Ivona Bernard was late, but managed to hear the tale end of the Veronica’s Voice presentation at her local church. She wasn’t even aware of Veronica’s Voice, whose Magdalene KC home in Kansas City, Kansas, is providing safety for survivors of sex trafficking to heal and thrive.
What she heard from the presenter was enough to get her thinking about the urgent care needed to support victims of human trafficking. Bernard didn’t know at the time how common trafficking is, but she thought, Wow! I’d like to explore that.
Several years later, this lead Bernard and others to hold a two-day event on Sept. 9-10, where more than 200 participants gathered, including members of the community, church members, and professionals whose expertise underscored the dire situation of human trafficking.
A couple years after her initial experience at her local church, Bernard, who is director of the Ministerial Spouses Association [MSA] of the Central States Conference in Kansas City, turned on the news and saw the name again — Veronica’s Voice. Unfortunately, it was a news report showing people picketing to get Magdalene KC, a safe place for victims of prostitution and a part of Veronica's Voice, out of their neighborhood.
Kristy Childs, founder of Veronica’s Voice, an organization she established in 2000 in Kansas City, purchased the home with the intention of starting Magdalene KC. That was in 2011. It was a large home she got at public auction. When community members found out what it was intended for, they wanted to get it out of their neighborhood.
“What I heard was terrible, and I knew I needed to do something,” Bernard said.
The Spark Becomes a Fire
This was the spark that led to the Hear Their Voices - End Human Trafficking event, September 9-10, organized by Veronica’s Voice, spearheaded by MSA, and supported by several church entities, including the North American Division, and Mid-America Union Conference and its conferences.
Bernard went public with word-of-mouth campaign sharing of what she wanted to do in creating more awareness of human trafficking—and how people can help victims.
Her goal is to encourage people to dream bigger, Bernard said, recognizing that her dream initially was too small. “My vision started [fulfilling small things like bins and copy paper from Veronica’s Voice wish list], but when other people heard, they decided they wanted to partner and it got bigger and bigger.”
Bernard explained how her group was able to do significant work for the survivors of human trafficking. “We have a bathroom renovation project. We’ll be building a new deck. We’ve gotten a freezer, and they desperately needed a security system,” said Bernard. “Of course, we’re going to do the bins and copy paper, too,” she added with excitement in her voice.
The Major Event
From this small beginning, Bernard’s dream also involved the church where her husband, Roger, is the leader. The Hear Their Voices - End Human Trafficking community event became an expression of the church getting involved.

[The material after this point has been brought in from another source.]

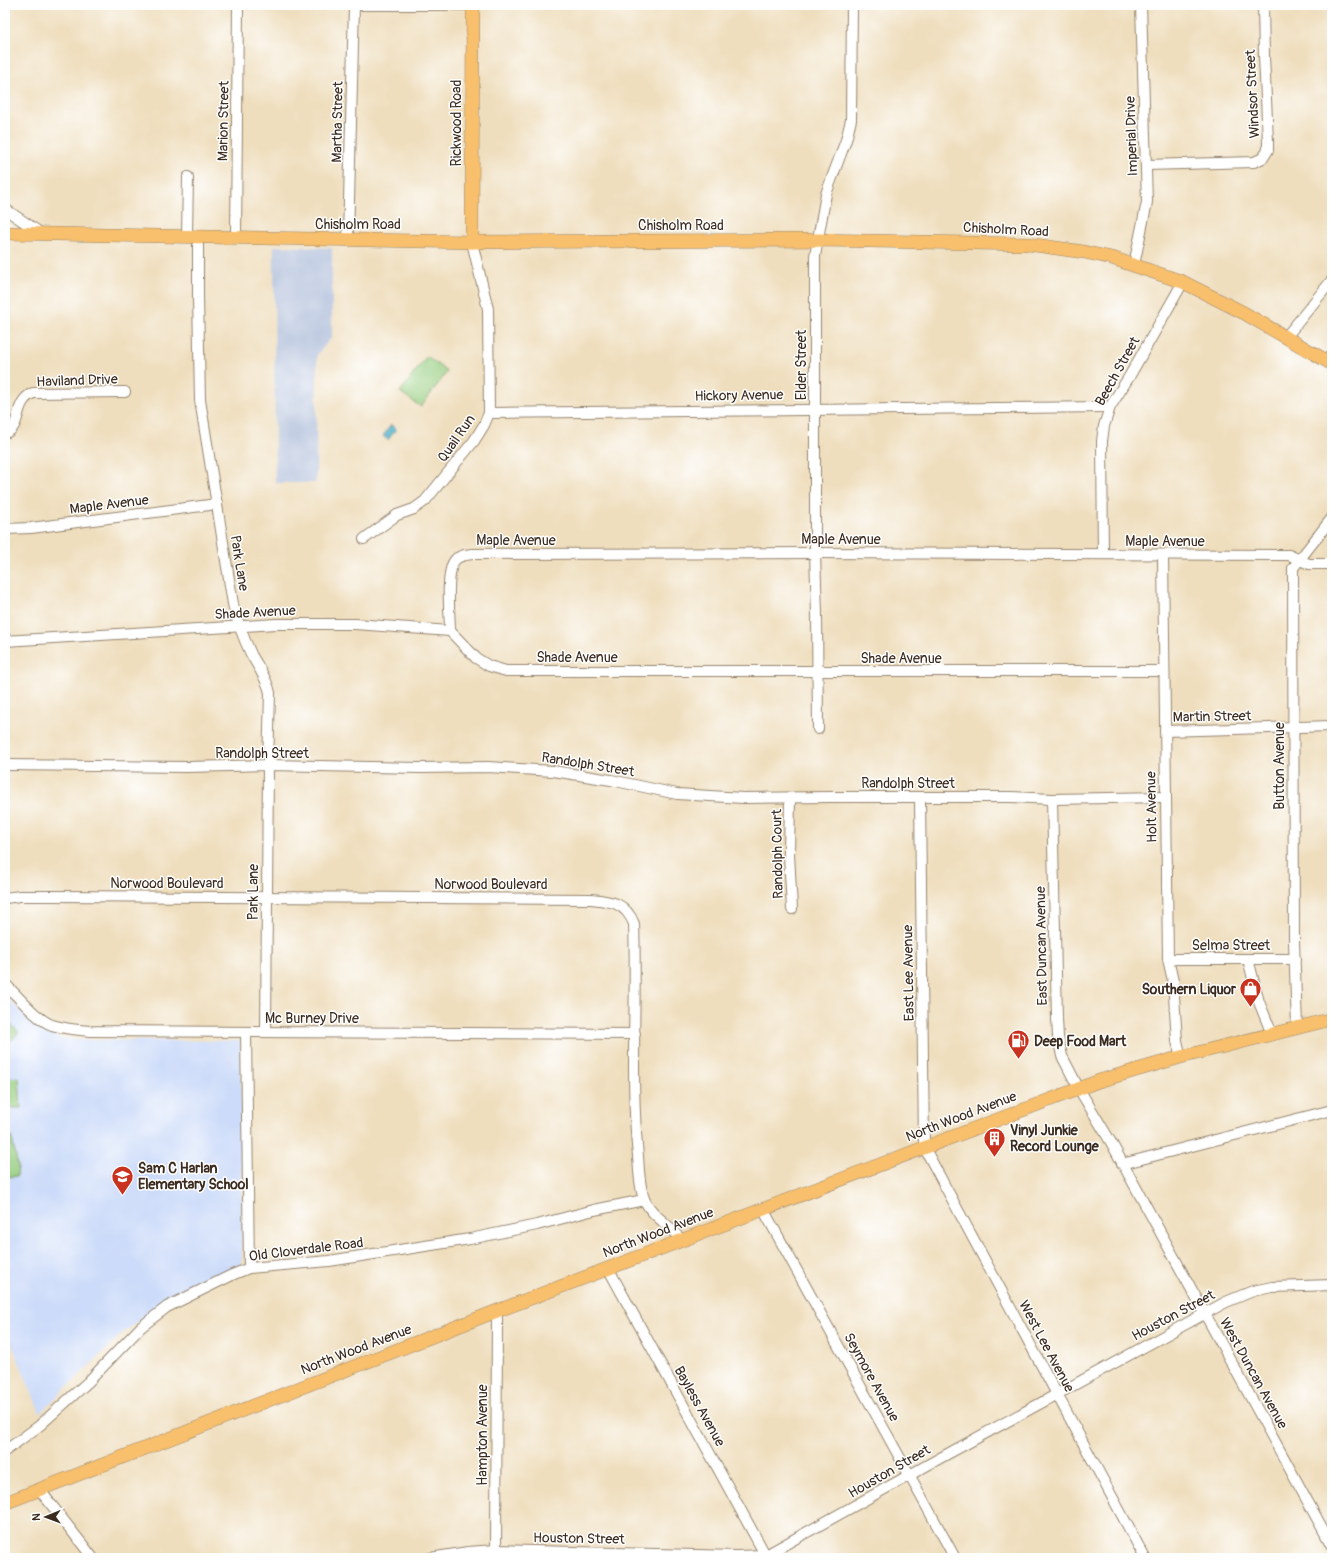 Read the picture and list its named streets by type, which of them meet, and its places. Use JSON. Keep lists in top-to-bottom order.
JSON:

The two-day event included a Hear Their Voices symposium aimed at providing community awareness and education about health and wholeness was held, with emphasis on human sex trafficking prevention in order to keep people from being lured into exploitative situations. This gathering was followed by a community expo, a Sunday afternoon of fun and learning with stations presenting educational methods to recognize human trafficking and how to get involved in fighting what many believe is an epidemic.
Addressing the audience at Kansas City’s Jack Reardon Center, Renée Battle-Brooks, Assistant State’s Attorney for Prince George’s County, Maryland, and member of Sligo Seventh-day Adventist Church in Takoma Park, Maryland, said that human trafficking is a “domestic issue with 100,000 children and adults being exploited every year.”
Much to the surprise of many participants, Battle-Brooks stated that trafficked girls are regarded as a commodity by their pimp. “What motivates human trafficking? Greed! If a pimp has one child working for him, he can make [in one year] one million dollars cash, free of taxes,” she said.
Human trafficking is becoming the number one criminal enterprise, surpassing guns and drugs. “We need to be aware, become engaged and recognize the signs of vulnerability,” she said.
Road to Recovery
"It took me six years to get out of this... I looked and looked but there was nothing. This is why I created something for us, women who are going through sexual exploitation." said Kristy Childs, her comments following stories voiced by three survivors whose road into trafficking began when they were just 11, 12 and 16. Today, they are cared for in an environment of safety, learning skills that will support them in this place of healing for women seeking escape from commercial sexual exploitation.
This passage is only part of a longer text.